Margaret sits in her favorite canvas chair by the community pool, the one with the slightly torn armrest her granddaughter patched with duct tape last summer. At eighty-two, she's earned this ritual—Monday mornings, 10 AM sharp, when the water is quietest and the sun still gentle on her papery skin.

On the small table beside her sits the ceramic bear, its chipped ear revealing the clay beneath. Her mother bought it in 1953, a whimsical vitamin dispenser shaped like a teddy bear. Each morning, Mother would twist the bear's head and shake out one vitamin tablet—orange, oddly shaped, bearing the faint smell of citrus and judgment. "For your bones, Margaret. For your teeth. For the children you'll someday bear."

The pool's surface ripples as her great-grandson Leo, seven years old and all elbows and knees, surfaces from a dive. "Great-Gamma! Watch this!" He paddles toward the shallow end where his sister Sofia waits with a bright pink flotation device.

Margaret's mind drifts to Arthur, gone five years now. How he'd stand right there by the pool's edge, barefoot in his khakis, teaching each grandchild to throw a baseball properly. "Fingers across the seams, pumpkin. Like this." He'd never played professionally—just church league and company teams—but he held the ball with reverence, as if it were a sacrament.

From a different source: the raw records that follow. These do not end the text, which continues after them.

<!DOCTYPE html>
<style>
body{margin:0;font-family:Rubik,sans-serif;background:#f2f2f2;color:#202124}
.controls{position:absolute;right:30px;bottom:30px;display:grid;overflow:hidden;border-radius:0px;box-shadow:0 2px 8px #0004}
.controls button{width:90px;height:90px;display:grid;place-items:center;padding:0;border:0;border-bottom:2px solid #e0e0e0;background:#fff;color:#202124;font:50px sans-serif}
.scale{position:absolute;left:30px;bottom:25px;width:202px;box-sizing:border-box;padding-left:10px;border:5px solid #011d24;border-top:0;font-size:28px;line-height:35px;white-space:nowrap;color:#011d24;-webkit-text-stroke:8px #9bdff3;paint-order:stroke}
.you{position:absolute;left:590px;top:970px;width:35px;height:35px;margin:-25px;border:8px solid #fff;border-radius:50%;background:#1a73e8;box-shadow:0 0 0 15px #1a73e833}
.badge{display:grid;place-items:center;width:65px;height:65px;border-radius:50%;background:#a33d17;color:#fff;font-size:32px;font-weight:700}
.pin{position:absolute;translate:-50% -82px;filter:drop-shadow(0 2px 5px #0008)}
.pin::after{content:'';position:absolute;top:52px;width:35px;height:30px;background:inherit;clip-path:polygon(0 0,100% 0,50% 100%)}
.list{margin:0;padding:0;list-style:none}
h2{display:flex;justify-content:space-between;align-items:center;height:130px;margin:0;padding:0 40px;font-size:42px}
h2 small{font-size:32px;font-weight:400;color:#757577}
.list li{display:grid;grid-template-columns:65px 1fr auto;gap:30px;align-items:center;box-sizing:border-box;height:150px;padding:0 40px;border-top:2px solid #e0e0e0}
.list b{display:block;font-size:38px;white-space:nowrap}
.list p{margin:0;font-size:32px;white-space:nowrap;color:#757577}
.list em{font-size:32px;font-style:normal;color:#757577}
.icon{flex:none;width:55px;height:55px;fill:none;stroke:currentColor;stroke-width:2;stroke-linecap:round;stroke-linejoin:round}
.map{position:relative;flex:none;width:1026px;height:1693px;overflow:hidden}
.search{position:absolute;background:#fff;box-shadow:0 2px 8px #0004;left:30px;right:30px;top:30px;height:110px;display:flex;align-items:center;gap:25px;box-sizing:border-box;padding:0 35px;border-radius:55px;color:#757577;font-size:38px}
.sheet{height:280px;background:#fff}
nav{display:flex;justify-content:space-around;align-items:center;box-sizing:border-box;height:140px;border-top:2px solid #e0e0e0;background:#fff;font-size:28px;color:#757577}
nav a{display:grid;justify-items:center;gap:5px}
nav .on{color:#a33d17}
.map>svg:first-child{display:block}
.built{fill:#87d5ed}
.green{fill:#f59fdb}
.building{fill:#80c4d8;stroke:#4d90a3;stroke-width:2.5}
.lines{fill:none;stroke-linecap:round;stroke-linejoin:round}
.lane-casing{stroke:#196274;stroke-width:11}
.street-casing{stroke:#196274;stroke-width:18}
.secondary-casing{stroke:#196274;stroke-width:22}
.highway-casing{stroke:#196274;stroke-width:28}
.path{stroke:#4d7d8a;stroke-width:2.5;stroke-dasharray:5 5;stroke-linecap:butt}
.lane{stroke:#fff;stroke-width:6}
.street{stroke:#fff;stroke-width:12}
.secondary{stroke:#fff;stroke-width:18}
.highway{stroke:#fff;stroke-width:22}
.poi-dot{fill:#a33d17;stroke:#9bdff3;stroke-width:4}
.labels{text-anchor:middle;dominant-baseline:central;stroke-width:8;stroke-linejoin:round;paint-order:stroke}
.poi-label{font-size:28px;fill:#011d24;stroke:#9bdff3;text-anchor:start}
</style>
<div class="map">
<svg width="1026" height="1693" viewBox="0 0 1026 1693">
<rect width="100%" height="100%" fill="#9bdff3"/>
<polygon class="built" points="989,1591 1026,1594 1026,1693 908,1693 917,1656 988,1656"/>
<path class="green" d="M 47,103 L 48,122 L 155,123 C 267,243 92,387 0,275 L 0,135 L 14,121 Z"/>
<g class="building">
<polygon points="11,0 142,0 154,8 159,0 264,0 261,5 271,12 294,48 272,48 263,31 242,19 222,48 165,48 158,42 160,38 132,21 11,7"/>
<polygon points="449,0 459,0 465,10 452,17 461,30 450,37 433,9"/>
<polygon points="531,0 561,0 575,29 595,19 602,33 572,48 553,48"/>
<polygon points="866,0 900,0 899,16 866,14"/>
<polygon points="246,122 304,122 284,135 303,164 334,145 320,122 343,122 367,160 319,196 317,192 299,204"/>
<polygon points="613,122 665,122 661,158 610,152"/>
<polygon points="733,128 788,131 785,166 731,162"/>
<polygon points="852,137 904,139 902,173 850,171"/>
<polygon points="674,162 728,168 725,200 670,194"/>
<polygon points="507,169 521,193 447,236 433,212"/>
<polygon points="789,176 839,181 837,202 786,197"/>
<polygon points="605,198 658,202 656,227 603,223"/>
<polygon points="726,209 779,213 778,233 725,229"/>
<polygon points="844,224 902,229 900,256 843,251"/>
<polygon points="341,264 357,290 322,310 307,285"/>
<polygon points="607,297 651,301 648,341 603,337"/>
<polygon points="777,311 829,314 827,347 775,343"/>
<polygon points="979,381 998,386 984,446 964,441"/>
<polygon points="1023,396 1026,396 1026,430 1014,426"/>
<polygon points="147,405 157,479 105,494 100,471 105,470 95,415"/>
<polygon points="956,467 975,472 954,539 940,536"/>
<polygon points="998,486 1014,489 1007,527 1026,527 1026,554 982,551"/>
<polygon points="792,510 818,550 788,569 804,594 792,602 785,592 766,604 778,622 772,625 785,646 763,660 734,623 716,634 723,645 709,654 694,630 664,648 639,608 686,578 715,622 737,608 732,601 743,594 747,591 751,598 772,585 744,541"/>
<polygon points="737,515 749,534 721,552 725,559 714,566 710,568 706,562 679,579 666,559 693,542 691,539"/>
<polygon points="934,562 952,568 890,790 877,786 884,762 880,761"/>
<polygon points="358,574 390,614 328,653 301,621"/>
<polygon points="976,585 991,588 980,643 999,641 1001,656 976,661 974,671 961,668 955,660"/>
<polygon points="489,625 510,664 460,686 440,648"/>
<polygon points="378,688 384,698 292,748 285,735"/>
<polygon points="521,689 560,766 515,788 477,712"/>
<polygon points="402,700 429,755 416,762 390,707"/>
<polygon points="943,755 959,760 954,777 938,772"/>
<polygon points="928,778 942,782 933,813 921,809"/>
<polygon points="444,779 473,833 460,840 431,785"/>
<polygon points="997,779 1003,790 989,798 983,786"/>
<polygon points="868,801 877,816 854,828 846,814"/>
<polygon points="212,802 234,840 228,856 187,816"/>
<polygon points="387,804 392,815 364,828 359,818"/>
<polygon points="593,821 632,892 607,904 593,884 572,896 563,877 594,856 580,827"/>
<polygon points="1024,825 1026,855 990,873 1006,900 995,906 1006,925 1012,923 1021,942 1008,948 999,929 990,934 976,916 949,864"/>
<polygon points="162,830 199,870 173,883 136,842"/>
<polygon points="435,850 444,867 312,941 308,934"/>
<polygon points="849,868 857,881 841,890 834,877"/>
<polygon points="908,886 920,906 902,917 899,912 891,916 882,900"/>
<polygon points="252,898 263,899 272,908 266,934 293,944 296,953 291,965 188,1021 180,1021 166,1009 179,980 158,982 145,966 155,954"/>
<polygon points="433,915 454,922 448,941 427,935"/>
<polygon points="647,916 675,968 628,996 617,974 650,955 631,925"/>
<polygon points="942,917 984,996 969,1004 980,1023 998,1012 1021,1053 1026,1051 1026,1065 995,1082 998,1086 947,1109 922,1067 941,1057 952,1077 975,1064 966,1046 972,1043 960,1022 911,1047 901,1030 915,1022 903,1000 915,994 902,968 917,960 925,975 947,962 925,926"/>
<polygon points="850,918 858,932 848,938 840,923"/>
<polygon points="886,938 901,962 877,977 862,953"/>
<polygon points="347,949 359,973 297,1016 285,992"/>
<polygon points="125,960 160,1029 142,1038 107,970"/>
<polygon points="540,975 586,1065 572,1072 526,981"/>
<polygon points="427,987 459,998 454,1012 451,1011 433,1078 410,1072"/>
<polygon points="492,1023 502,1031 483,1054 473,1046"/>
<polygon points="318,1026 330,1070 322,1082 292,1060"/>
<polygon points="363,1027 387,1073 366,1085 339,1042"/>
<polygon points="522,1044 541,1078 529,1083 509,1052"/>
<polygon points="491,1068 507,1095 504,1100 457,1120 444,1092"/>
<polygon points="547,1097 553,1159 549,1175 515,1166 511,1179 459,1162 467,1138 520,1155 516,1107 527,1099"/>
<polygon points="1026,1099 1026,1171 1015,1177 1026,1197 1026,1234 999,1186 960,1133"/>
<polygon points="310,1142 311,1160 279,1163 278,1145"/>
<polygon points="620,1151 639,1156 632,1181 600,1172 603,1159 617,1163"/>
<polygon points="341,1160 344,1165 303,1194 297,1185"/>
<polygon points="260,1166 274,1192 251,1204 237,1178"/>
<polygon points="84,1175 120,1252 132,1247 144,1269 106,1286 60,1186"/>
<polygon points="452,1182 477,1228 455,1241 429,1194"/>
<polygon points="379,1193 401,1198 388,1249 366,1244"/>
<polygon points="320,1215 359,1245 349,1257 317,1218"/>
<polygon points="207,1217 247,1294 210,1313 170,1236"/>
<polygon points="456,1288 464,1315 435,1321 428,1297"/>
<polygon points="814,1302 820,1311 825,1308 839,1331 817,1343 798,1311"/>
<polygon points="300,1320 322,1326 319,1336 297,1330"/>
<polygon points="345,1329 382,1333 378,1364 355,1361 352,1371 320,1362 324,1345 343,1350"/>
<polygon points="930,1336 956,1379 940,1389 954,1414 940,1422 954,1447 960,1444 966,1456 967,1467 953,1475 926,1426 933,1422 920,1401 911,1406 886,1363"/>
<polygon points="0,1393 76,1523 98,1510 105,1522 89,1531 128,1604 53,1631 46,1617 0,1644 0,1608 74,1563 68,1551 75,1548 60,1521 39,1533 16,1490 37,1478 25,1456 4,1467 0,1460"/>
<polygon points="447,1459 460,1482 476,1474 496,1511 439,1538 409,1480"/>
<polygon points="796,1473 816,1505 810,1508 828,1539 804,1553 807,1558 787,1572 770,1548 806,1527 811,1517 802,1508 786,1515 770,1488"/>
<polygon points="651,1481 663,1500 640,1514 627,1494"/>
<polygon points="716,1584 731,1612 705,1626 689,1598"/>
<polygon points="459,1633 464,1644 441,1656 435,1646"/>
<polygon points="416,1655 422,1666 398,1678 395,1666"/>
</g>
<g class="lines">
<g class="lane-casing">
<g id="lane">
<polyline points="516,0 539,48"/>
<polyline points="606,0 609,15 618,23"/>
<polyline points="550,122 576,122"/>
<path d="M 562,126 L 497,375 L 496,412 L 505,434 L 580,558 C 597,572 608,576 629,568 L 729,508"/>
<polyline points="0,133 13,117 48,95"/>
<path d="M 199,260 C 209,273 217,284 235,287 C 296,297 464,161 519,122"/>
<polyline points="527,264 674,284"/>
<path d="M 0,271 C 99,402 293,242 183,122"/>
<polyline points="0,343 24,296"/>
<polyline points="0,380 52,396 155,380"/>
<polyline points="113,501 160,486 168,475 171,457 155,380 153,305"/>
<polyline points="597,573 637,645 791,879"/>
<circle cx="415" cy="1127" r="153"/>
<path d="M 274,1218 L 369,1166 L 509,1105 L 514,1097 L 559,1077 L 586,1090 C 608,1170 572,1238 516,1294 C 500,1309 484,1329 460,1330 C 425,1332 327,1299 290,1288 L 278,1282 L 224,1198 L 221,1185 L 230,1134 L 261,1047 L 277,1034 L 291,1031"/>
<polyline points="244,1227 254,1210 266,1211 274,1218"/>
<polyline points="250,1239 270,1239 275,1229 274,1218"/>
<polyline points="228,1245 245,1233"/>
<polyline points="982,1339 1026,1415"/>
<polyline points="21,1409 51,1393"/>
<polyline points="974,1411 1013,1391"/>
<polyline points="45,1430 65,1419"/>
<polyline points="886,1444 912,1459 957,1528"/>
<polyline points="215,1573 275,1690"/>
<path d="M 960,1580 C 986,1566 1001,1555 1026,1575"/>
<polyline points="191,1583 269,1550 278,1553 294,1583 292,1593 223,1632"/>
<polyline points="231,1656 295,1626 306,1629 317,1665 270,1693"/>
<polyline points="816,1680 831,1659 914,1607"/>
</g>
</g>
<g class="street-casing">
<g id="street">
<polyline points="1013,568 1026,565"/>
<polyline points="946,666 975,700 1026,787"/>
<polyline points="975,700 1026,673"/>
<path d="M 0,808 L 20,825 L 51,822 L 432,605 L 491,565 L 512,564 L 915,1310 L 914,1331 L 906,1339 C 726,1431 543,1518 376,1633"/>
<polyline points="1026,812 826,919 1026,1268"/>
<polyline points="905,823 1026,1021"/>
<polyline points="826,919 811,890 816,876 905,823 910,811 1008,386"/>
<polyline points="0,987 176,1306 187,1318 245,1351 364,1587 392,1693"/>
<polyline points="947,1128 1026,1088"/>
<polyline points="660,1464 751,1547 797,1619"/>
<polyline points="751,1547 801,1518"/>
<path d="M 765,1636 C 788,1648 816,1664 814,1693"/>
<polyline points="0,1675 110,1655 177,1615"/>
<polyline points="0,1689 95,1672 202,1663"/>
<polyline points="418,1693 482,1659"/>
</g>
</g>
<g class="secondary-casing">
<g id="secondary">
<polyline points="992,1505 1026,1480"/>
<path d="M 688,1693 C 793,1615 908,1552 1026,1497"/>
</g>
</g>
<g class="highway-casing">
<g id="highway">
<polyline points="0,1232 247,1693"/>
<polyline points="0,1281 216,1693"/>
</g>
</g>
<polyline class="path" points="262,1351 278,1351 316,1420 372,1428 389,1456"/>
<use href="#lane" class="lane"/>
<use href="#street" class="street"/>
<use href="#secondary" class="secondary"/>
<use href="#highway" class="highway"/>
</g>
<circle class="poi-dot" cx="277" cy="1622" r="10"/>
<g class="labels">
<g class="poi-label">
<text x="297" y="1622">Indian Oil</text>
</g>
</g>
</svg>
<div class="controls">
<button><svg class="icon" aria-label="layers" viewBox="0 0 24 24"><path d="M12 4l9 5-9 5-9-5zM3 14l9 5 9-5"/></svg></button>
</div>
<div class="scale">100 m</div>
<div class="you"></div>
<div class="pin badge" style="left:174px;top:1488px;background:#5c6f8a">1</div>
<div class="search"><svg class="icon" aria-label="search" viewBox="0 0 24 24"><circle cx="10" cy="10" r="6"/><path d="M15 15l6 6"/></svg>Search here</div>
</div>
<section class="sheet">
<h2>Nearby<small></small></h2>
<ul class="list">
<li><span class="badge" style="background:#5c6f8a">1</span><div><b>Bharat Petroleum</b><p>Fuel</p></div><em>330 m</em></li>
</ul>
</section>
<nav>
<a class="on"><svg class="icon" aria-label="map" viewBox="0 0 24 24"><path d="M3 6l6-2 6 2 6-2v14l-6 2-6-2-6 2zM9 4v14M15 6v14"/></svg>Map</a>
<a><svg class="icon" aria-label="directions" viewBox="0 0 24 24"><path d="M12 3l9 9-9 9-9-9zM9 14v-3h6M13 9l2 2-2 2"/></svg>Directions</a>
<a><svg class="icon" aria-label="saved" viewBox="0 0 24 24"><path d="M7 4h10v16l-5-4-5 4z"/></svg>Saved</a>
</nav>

She remembers the summer of 1964, pregnant with their first, watching Arthur pitch to neighborhood boys in the park. The bear-shaped vitamin dispenser sat on the kitchen windowsill then, too. She took her vitamins dutifully, though she secretly wondered if love alone might be enough to build strong bones.

Leo climbs out of the pool, dripping and shivering, and Margaret wraps him in the faded yellow towel from her bag. He reaches for the ceramic bear, fingers wet from the pool.

"That's been around since before your grandfather was born," she says gently.

"It's cool." He traces the bear's worn features with admiration. "Can I have a vitamin?"

Margaret laughs. "Haven't kept vitamins in it for thirty years, love. Now it just holds memories."

Sofia paddles over. "Show me how you throw, Great-Gamma. Like Grandpa did."

And so Margaret demonstrates, her arthritic fingers finding the old grip, the ball sinking into the hollow of her palm as if it had never left. The bear watches from the table, silent witness to how love—like water, like baseball, like the morning sun—finds its way to the next generation, patient and sure and willing to bear all things, even the weight of being remembered.